= Ukrainian speculative fiction =

Literary genres in Ukrainian literature and media

Science fiction, fantasy and horror are literary subgenres of speculative fiction (a.k.a. "fantastyka") found in Ukrainian literature and media, written in Ukraine or by Ukrainian writers in both Ukrainian, Russian, Crimean Tatar, & some other languages. The most influential classic writer of Ukrainian science fiction is Oles Berdnyk.
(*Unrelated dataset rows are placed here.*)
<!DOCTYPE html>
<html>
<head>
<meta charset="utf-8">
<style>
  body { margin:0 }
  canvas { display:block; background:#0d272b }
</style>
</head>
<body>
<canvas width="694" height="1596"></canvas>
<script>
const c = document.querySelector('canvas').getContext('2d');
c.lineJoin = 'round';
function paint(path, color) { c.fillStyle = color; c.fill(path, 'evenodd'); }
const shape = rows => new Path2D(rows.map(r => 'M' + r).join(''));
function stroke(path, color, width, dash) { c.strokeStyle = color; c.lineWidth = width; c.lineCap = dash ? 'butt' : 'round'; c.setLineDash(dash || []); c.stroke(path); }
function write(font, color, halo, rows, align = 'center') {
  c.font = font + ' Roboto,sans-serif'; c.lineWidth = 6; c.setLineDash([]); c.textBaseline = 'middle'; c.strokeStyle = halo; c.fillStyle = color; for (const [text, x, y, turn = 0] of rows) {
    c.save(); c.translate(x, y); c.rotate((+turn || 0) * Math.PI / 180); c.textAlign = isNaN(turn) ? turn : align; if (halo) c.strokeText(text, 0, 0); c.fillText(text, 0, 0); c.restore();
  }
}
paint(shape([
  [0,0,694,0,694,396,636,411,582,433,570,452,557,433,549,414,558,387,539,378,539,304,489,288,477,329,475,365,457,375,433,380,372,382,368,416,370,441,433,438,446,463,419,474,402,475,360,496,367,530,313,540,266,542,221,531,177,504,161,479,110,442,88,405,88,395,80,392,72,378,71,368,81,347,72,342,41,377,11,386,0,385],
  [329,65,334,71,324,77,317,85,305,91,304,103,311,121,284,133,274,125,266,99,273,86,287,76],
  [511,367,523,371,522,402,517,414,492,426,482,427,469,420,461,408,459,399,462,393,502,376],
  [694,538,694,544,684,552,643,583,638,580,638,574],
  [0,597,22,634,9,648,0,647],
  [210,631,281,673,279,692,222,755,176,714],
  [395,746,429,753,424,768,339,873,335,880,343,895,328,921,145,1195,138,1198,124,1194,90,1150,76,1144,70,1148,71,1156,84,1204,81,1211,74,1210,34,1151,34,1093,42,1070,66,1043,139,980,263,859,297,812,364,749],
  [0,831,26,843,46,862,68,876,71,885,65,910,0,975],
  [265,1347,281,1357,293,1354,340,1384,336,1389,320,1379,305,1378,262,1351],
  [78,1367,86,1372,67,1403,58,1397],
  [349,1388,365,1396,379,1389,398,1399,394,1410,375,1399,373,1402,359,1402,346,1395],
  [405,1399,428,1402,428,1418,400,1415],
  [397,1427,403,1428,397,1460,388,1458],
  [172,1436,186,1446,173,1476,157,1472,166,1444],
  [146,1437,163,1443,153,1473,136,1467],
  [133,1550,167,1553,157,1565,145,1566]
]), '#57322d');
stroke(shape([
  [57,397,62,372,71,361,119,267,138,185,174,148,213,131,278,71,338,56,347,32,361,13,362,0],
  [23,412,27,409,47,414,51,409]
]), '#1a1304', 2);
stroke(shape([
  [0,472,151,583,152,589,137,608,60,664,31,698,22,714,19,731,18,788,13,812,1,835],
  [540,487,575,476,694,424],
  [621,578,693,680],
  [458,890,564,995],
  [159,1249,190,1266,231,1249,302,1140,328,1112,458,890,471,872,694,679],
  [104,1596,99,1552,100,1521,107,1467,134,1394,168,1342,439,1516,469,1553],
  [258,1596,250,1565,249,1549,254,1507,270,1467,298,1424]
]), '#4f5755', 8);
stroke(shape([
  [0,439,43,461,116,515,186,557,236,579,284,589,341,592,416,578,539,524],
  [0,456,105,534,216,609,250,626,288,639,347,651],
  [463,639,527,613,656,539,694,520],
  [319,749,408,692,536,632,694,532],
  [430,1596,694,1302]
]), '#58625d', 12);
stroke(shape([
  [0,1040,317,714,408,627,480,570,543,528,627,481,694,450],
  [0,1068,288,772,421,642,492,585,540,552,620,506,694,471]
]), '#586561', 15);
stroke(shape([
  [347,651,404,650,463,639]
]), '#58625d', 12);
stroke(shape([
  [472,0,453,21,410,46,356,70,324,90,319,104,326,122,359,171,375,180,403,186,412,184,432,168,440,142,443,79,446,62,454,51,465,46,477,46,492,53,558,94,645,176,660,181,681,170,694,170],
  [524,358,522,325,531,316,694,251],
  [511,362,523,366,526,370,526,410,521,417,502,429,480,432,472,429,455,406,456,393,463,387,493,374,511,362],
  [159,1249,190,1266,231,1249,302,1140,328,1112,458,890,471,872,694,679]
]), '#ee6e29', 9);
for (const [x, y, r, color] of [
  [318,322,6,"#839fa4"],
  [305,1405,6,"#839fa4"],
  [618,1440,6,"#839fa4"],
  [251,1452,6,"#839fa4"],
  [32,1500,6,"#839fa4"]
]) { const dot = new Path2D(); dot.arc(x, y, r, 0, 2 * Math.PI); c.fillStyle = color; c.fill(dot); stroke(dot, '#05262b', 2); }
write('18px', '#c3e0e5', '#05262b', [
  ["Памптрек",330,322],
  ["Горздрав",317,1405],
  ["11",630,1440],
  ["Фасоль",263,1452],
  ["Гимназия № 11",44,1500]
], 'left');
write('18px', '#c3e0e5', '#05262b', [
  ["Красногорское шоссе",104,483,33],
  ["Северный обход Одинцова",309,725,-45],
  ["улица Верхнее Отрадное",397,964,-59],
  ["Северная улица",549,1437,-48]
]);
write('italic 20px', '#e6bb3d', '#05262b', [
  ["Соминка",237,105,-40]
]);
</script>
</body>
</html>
== Language and culture ==
Writing for The Encyclopedia of Science Fiction, Jonathan Clements noted that "Any account of Ukrainian Fantastika must distinguish between works written in Ukraine and works written in Ukrainian". For most of the 20th century, Ukraine was part of the Soviet Union, and before that, the Russian Empire, where Russian language was dominant. Although Ukrainian is now the official language of independent Ukraine, many Ukrainian authors speak and write in Russian, which also allows them access to a larger market. Writing in Ukrainian is, however, becoming increasingly common in the 21st century, also in part due to tensions and conflicts between Ukraine and Russia. Because of that complex history, some writers born in territories of modern Ukraine are not usually considered Ukrainian; for example, Mikhail Bulgakov is commonly described as Russian, even though he was born in Kyiv, Ukraine, and Stanisław Lem as Polish, though he was born in Lviv, Ukraine. Likewise, Nikolai Gogol, one of the originators of Russian fantasy, has Ukrainian origins and often used Ukrainian folk motifs in his works. For these reasons, while Ukrainian literature, including fantasy and science fiction, is increasingly distinctive, traditionally it has close ties with, and has often been analyzed in the context of, the Russian literary tradition.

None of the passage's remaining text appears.